We had already heard whispers about AMD's plans to roll out Llano and Bulldozer by mid-2011 but today things got a bit more specific thanks to an internal schedule leaked to DonanimHaber. According to the slides, the APU salvo begins at Computex on June 1 with the announcement of the AMD A-Series "Sabine" notebook platform, as well as the AMD 900 Series chipset and the Vision 2011 branding under which the platform will be pushed.

On June 7, at the E3 conference, AMD plans to reveal the FX-Series brand and logo and the AM3+ platform. Following that the Sabine platform will actually launch in Asia on June 12 as AMD kicks off the Fusion Developer Summit.

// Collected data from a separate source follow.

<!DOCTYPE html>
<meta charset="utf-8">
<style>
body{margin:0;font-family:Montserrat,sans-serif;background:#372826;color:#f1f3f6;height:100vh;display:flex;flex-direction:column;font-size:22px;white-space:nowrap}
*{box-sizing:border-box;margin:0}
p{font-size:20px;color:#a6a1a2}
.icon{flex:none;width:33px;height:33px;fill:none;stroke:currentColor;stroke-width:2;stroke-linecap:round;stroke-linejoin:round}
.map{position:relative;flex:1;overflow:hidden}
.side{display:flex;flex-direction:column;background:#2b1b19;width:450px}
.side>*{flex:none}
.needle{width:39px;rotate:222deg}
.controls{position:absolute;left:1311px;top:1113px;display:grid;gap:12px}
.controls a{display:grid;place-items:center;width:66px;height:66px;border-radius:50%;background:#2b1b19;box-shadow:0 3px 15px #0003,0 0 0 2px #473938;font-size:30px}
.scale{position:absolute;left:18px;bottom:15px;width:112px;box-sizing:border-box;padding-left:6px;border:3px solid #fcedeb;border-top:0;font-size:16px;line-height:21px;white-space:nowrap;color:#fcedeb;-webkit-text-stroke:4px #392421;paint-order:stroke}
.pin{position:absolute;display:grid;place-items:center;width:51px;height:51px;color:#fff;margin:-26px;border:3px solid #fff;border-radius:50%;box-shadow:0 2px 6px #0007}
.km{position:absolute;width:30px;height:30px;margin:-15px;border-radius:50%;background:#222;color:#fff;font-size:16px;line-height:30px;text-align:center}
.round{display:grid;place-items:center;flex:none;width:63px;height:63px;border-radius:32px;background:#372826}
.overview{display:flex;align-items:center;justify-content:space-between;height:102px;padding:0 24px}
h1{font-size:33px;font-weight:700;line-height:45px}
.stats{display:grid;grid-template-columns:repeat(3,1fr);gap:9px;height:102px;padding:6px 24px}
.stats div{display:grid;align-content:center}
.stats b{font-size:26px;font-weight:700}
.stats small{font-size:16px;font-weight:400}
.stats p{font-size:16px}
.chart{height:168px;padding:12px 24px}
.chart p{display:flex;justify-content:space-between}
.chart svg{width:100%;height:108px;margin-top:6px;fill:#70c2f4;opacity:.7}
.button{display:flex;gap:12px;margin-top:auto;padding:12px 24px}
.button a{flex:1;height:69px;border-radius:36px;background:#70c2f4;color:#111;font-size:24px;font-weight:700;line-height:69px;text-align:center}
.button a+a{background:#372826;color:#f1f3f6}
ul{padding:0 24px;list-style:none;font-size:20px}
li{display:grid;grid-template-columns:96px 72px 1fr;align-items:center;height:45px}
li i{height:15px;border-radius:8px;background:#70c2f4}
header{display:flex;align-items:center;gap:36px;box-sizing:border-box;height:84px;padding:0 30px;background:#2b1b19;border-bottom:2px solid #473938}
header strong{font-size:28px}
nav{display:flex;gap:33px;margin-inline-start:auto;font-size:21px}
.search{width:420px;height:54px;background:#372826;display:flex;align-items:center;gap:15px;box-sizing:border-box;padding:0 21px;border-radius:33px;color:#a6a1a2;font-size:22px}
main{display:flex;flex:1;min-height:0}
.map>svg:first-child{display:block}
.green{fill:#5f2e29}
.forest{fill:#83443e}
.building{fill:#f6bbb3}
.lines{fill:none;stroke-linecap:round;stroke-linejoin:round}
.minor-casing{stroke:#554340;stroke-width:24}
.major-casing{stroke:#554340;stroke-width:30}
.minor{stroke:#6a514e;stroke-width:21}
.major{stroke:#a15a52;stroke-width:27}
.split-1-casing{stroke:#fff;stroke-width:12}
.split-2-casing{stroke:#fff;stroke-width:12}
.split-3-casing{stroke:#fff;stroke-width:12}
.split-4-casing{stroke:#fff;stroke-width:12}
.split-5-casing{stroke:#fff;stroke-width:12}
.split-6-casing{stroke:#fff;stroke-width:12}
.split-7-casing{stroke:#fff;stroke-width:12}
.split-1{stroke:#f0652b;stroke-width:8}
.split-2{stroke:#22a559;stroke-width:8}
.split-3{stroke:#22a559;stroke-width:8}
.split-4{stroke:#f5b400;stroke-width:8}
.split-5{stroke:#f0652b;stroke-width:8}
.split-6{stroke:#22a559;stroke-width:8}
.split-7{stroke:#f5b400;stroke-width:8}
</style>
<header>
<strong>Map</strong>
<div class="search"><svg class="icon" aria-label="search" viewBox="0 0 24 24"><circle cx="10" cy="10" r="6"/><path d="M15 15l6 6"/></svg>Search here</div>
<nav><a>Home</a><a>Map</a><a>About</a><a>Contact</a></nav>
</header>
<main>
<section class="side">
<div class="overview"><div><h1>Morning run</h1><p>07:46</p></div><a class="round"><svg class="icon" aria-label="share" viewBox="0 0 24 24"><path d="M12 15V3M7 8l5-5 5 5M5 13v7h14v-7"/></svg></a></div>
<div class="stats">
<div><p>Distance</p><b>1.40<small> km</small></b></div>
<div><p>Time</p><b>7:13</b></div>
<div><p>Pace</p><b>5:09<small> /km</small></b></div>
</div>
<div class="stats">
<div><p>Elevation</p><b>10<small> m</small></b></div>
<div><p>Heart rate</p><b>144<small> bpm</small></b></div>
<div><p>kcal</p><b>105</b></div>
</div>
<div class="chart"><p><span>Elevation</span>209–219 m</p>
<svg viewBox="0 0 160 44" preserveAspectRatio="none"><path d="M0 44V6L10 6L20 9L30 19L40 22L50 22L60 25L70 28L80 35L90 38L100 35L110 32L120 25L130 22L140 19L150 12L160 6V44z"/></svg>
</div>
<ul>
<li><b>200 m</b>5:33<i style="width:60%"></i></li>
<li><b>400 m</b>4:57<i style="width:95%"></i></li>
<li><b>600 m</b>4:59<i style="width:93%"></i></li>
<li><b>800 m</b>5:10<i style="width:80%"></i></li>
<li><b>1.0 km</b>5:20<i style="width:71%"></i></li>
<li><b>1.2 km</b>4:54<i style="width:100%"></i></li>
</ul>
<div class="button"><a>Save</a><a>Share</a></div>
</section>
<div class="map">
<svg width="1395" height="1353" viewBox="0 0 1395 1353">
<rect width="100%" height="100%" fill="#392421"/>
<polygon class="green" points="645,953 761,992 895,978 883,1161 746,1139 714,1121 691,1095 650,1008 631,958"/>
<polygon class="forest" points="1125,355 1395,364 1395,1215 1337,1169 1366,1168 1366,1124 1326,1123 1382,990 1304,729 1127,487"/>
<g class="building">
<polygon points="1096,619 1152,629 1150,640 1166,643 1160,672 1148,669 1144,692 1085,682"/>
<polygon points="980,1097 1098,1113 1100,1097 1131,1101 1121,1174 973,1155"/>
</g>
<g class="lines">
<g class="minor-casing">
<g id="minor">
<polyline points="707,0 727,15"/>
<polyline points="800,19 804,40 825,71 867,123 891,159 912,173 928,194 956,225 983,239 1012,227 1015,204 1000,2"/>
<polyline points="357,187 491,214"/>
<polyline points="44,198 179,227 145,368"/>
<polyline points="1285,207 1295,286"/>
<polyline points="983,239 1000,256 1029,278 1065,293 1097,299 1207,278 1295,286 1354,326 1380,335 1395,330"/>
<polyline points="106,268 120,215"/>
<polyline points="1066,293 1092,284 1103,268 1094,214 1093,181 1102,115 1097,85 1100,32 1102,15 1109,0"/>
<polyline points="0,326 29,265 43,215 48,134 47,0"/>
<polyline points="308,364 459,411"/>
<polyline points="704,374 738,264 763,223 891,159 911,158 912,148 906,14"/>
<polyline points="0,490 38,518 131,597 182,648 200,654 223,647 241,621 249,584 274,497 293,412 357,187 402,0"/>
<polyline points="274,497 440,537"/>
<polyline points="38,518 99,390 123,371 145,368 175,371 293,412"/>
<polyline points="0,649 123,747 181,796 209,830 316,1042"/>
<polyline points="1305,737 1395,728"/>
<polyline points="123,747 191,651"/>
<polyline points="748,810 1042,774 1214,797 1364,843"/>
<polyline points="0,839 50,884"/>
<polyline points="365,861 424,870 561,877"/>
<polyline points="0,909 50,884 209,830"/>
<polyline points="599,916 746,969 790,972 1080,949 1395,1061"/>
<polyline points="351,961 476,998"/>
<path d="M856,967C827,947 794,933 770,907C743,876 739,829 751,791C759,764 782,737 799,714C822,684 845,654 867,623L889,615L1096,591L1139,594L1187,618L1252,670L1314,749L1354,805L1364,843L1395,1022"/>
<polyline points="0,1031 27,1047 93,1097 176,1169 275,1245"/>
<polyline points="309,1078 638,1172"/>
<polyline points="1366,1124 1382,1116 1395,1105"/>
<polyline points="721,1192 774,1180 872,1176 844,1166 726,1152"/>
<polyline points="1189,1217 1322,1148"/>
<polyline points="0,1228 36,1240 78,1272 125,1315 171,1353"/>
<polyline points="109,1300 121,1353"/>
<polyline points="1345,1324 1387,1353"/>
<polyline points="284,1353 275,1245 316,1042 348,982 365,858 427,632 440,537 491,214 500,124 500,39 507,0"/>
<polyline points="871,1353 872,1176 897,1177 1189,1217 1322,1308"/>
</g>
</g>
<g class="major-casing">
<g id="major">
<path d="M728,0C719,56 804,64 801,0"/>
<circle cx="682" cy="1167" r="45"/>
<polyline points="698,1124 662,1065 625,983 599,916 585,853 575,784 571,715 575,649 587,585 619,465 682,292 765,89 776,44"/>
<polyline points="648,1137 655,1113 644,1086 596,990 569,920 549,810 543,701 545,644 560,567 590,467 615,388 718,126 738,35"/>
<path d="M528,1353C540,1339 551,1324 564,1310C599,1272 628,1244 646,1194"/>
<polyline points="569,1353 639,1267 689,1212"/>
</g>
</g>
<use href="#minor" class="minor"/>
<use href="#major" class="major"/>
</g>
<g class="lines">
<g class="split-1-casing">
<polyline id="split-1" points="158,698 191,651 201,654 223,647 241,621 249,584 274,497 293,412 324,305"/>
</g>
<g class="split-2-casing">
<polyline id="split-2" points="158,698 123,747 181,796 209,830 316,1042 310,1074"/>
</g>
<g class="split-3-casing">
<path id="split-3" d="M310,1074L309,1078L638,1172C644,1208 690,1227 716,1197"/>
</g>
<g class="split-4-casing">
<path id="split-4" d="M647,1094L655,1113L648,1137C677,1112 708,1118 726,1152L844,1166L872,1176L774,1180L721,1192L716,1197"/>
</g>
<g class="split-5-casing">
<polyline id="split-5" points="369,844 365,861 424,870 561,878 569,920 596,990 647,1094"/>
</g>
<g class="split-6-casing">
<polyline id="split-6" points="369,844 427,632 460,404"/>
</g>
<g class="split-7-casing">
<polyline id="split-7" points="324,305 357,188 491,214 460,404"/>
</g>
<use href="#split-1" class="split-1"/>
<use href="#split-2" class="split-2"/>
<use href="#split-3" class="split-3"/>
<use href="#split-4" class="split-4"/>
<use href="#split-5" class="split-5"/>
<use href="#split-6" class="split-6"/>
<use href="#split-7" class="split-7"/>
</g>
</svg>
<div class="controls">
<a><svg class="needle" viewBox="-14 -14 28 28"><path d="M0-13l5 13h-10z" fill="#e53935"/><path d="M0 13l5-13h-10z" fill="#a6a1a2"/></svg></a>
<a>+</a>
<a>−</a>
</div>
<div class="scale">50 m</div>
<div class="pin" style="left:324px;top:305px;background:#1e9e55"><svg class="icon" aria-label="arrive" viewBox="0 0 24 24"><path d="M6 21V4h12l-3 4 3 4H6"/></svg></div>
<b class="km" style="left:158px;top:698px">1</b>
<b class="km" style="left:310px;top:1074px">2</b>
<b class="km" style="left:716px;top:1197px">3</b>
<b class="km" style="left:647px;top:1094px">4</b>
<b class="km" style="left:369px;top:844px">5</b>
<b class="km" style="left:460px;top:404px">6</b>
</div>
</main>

Llano will then be formally announced for the rest of the world on June 14 at AMD's 2011 Client Launch Event. Both the Sabine (notebook) and Lynx (desktop) platforms for the A-Series will be announced at that date but wont see a release until the end of the month on June 26. Unfortunately, there's no mention of when the FX-Series and Lynx platform will launch but judging by the packed calendar and their announcement in June it probably wont be long after.

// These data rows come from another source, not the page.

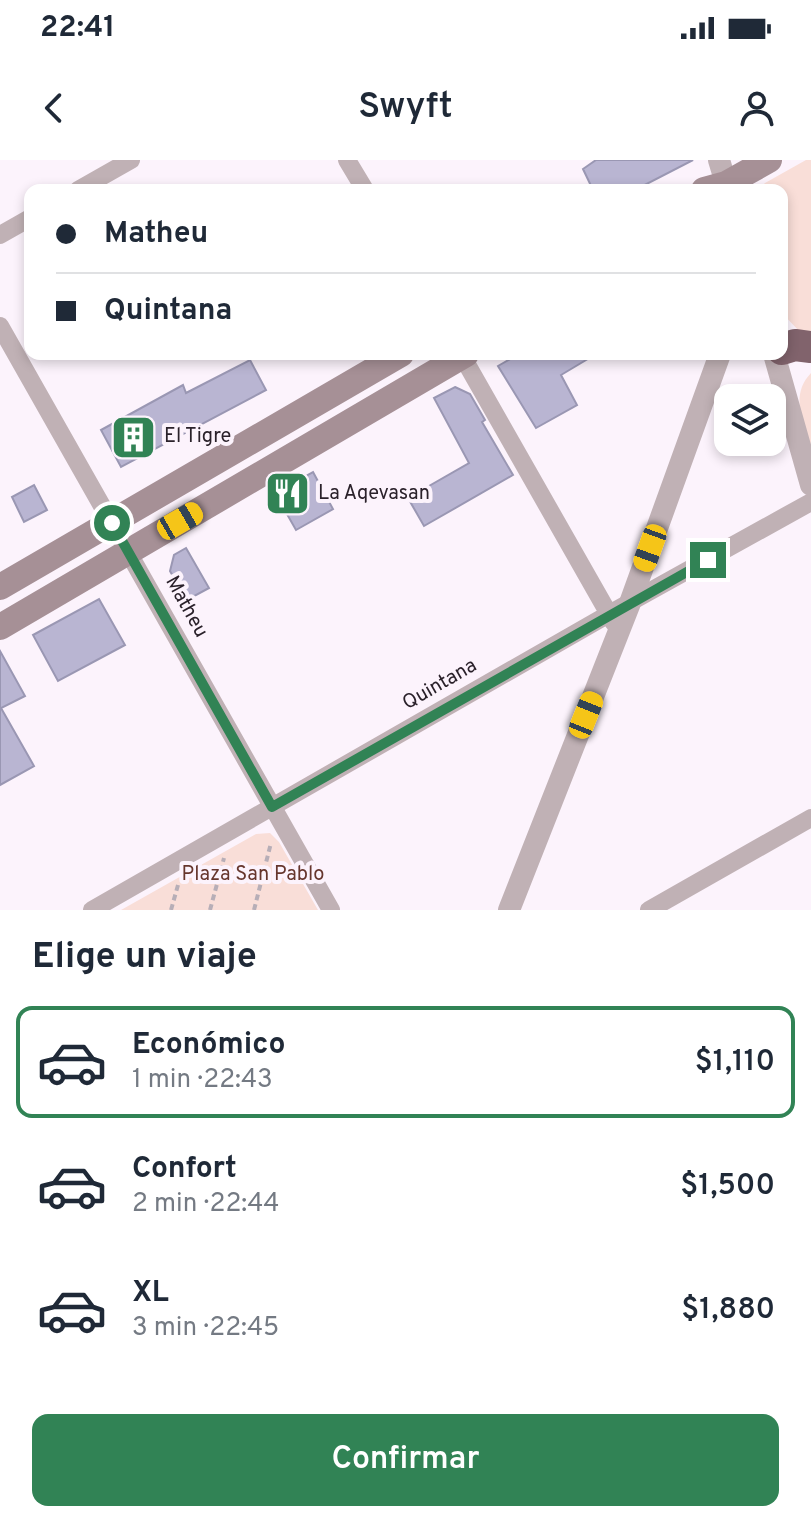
<!DOCTYPE html>
<html lang="es">
<meta charset="utf-8">
<style>
:root{--surface:#fff;--page:#f2f2f3;--text:#1f2937;--muted:#747a83;--line:#e0e1e3;--accent:#318355}
body{margin:0;font-family:Overpass,sans-serif;background:var(--page);color:var(--text);height:100vh;display:flex;flex-direction:column;font-size:30px;white-space:nowrap}
*{box-sizing:border-box;margin:0}
p{font-size:26px;color:var(--muted)}
.icon{flex:none;width:44px;height:44px;fill:none;stroke:currentColor;stroke-width:2;stroke-linecap:round;stroke-linejoin:round}
.map{position:relative;height:750px;overflow:hidden}
.panel{display:flex;flex-direction:column;background:var(--surface);flex:1}
.panel>*{flex:none}
.guide{position:absolute;left:24px;top:24px;width:764px;height:176px;border-radius:16px;box-shadow:0 4px 12px #0003;display:grid;align-content:center;height:176px;padding:0 32px;background:var(--surface)}
.fabs{position:absolute;left:714px;top:224px;display:grid;gap:16px}
.fabs a{display:grid;place-items:center;width:72px;height:72px;border-radius:16px;background:var(--surface);box-shadow:0 4px 12px #0003;font-size:40px}
.end{position:absolute;width:36px;height:36px;margin:-18px;border:10px solid #318355;background:#fff;box-shadow:0 0 0 4px #fff}
.from{border-radius:50%}
.car{position:absolute;width:24px;height:48px;margin:-24px -12px;border-radius:10px;box-shadow:0 0 6px 2px #0007;background:linear-gradient(#f5c518 24%,#345 0 40%,#f5c518 0 76%,#345 0 86%,#f5c518 0)}
.guide b{display:flex;align-items:center;gap:28px;height:76px;font-size:30px}
.guide b+b{border-top:2px solid var(--line)}
.guide i{width:20px;height:20px;background:var(--text)}
ul{padding:0;list-style:none}
li{display:flex;align-items:center;gap:24px;height:112px;margin:0 16px 12px;padding:0 16px;border:4px solid transparent;border-radius:16px}
li div{flex:1}
li b{display:block;font-size:30px}
li em{font-style:normal;font-weight:600}
li.on{border-color:var(--accent)}
li>.icon{width:72px;height:72px;stroke-width:1.5}
h2{padding:0 32px;font-size:36px;line-height:96px}
.action{display:flex;gap:16px;margin-top:auto;padding:16px 32px}
.action a{flex:1;height:92px;border-radius:16px;background:var(--accent);color:#fff;font-size:32px;font-weight:600;line-height:92px;text-align:center}
.status{display:flex;justify-content:space-between;align-items:center;height:56px;padding:0 40px;background:var(--surface);direction:ltr}
.status svg{height:22px;fill:currentColor}
header{display:flex;justify-content:space-between;align-items:center;height:104px;padding:0 32px;background:var(--surface);font-size:36px;font-weight:600}
.map>svg:first-child{display:block}
</style>
<div class="status"><b>22:41</b><svg viewBox="0 0 49 12"><path d="M0 12V9h3v3zM5 12V6h3v6zM10 12V3h3v9zM15 12V0h3v12zM26 1h20v11H26zM47 4h2v5h-2z"/></svg></div>
<header><svg class="icon" aria-label="back" viewBox="0 0 24 24"><path d="M15 5l-7 7 7 7"/></svg>Swyft<svg class="icon" aria-label="person" viewBox="0 0 24 24"><circle cx="12" cy="8" r="4"/><path d="M4 21q1-7 8-7t8 7"/></svg></header>
<div class="map">
<svg width="811" height="750" viewBox="0 0 811 750">
<rect width="100%" height="100%" fill="#fcf3fc"/>
<!-- green -->
<path fill="#f9ded8" d="M806,0H811V176L799,171L782,153V30H757L765,23Z
M811,213V290C804,263 789,236 811,213Z
M270,673L279,682L318,750H121L256,674Z"/>
<!-- building -->
<path fill="#b9b5d2" stroke="#9a97b3" stroke-width="2" d="M596,0H693L635,30H593L583,9Z
M519,194H596L561,215L577,245L536,268L498,206Z
M250,200L266,230L121,307L101,270L183,225L186,233Z
M455,227L470,234L485,260L482,262L513,315L424,366L408,338L469,303L434,238Z
M313,312L333,349L296,370L275,333Z
M34,325L47,350L24,362L12,337Z
M186,388L209,428L187,440L170,411L174,395Z
M99,439L125,485L58,521L33,475Z
M0,491L25,536L1,548L34,606L0,625Z"/>
<g fill="none" stroke-linecap="round" stroke-linejoin="round">
<!-- path -->
<path stroke="#b7aeb7" stroke-width="4" stroke-dasharray="6 4" stroke-linecap="butt" d="M171,750L178,725
M210,750L224,698
M254,750L271,683"/>
<!-- minor -->
<path stroke="#c0b1b5" stroke-width="18" d="M347,0L365,30
M78,30L131,0
M0,75L30,58
M0,166L331,750
M461,194L614,463
M92,750L609,454L811,342
M649,750L811,658"/>
<!-- tertiary -->
<path stroke="#c0b1b5" stroke-width="22" d="M719,0L728,30
M774,194L811,325
M509,750L630,443L720,194"/>
<!-- secondary -->
<path stroke="#a69096" stroke-width="26" d="M704,30L726,24L769,0
M0,427L401,194
M0,467L466,194"/>
<!-- motorway -->
<path stroke="#81636c" stroke-width="32" d="M782,189L795,185L811,187"/>
</g>
<g fill="none" stroke-linecap="round" stroke-linejoin="round">
<!-- route -->
<path stroke="#318355" stroke-width="10" d="M112,363L272,647L708,400"/>
</g>
<!-- icons -->
<defs>
<symbol id="building-square" viewBox="-11 -11 22 22"><rect x="-9" y="-9" width="18" height="18" rx="4" fill="#318355" stroke="#fcf3fc"/><path d="M-4-6H4V6H1V3H-1V6H-4ZM-2.5-4.3h1.7v1.8h-1.7ZM.8-4.3h1.7v1.8H.8ZM-2.5-1h1.7V.8h-1.7ZM.8-1h1.7V.8H.8Z" fill="#fff"/></symbol>
<symbol id="restaurant-square" viewBox="-11 -11 22 22"><rect x="-9" y="-9" width="18" height="18" rx="4" fill="#318355" stroke="#fcf3fc"/><path d="M-5-6h1v4h1v-4h1v4h1v-4h1v5L-1.5 .5V6h-2V.5L-5-1ZM5-6V6H3V1.5H1.5Q1.5-4 5-6Z" fill="#fff"/></symbol>
</defs>
<g fill-rule="evenodd">
<use href="#building-square" x="108" y="252" width="51" height="51"/>
<use href="#restaurant-square" x="262" y="308" width="51" height="51"/>
</g>
<g text-anchor="middle" dominant-baseline="central" stroke-width="8" stroke-linejoin="round" paint-order="stroke">
<!-- poi labels -->
<g font-size="20" fill="#2a212a" stroke="#fcf3fc" text-anchor="start">
<text x="164" y="277">El Tigre</text>
<text x="318" y="334">La Aqevasan</text>
</g>
<!-- street labels -->
<g font-size="20" fill="#2a212a" stroke="#fcf3fc">
<text transform="translate(186 447) rotate(61)">Matheu</text>
<text transform="translate(440 525) rotate(-30)">Quintana</text>
</g>
<!-- park labels -->
<g font-size="20" fill="#66362d" stroke="#fcf3fc">
<text x="253" y="715">Plaza San Pablo</text>
</g>
</g>
</svg>
<div class="fabs">
<a><svg class="icon" aria-label="layers" viewBox="0 0 24 24"><path d="M12 4l9 5-9 5-9-5zM3 14l9 5 9-5"/></svg></a>
</div>
<i class="end from" style="left:112px;top:363px"></i>
<i class="end" style="left:708px;top:400px"></i>
<i class="car" style="left:180px;top:361px;rotate:60deg"></i>
<i class="car" style="left:650px;top:388px;rotate:200deg"></i>
<i class="car" style="left:586px;top:555px;rotate:22deg"></i>
<div class="guide">
<b><i class="from"></i>Matheu</b>
<b><i></i>Quintana</b>
</div>
</div>
<section class="panel">
<h2>Elige un viaje</h2>
<ul>
<li class="on"><svg class="icon" aria-label="car" viewBox="0 0 24 24"><path d="M5 17H2v-5l4-1 3-4h7l3 4 3 1v5h-3M9 17h6M6 11h13"/><circle cx="7" cy="17" r="2"/><circle cx="17" cy="17" r="2"/></svg><div><b>Económico</b><p>1 min · 22:43</p></div><em>$1,110</em></li>
<li><svg class="icon" aria-label="car" viewBox="0 0 24 24"><path d="M5 17H2v-5l4-1 3-4h7l3 4 3 1v5h-3M9 17h6M6 11h13"/><circle cx="7" cy="17" r="2"/><circle cx="17" cy="17" r="2"/></svg><div><b>Confort</b><p>2 min · 22:44</p></div><em>$1,500</em></li>
<li><svg class="icon" aria-label="car" viewBox="0 0 24 24"><path d="M5 17H2v-5l4-1 3-4h7l3 4 3 1v5h-3M9 17h6M6 11h13"/><circle cx="7" cy="17" r="2"/><circle cx="17" cy="17" r="2"/></svg><div><b>XL</b><p>3 min · 22:45</p></div><em>$1,880</em></li>
</ul>
<div class="action"><a>Confirmar</a></div>
</section>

According to previous leaks the desktop version of Llano will debut on July 20 with five A-series models, sporting two or four x86 cores, integrated graphics with 160, 320 or 400 Stream Processors and 100W or 65W TDP ratings. The FX series should follow shortly and is expected to comprise eight models, though not all of them will be available at launch. These chips will pack 4, 6 or 8 cores, up to 8MB of L3 cache, and have a TDP of up to 125W.

June and July will undoubtedly be two very important months for AMD as it finally brings Fusion to its mainstream and high-end offerings. According to the company's own in-house performance projections – if leaked slides are to be believed – the A-Series is still behind its Sandy Bridge counterparts on the CPU front, but it makes up the difference in graphics performance. Meanwhile, AMD's 8-core FX series chip is said to match the Core i7 2600k in CPU performance.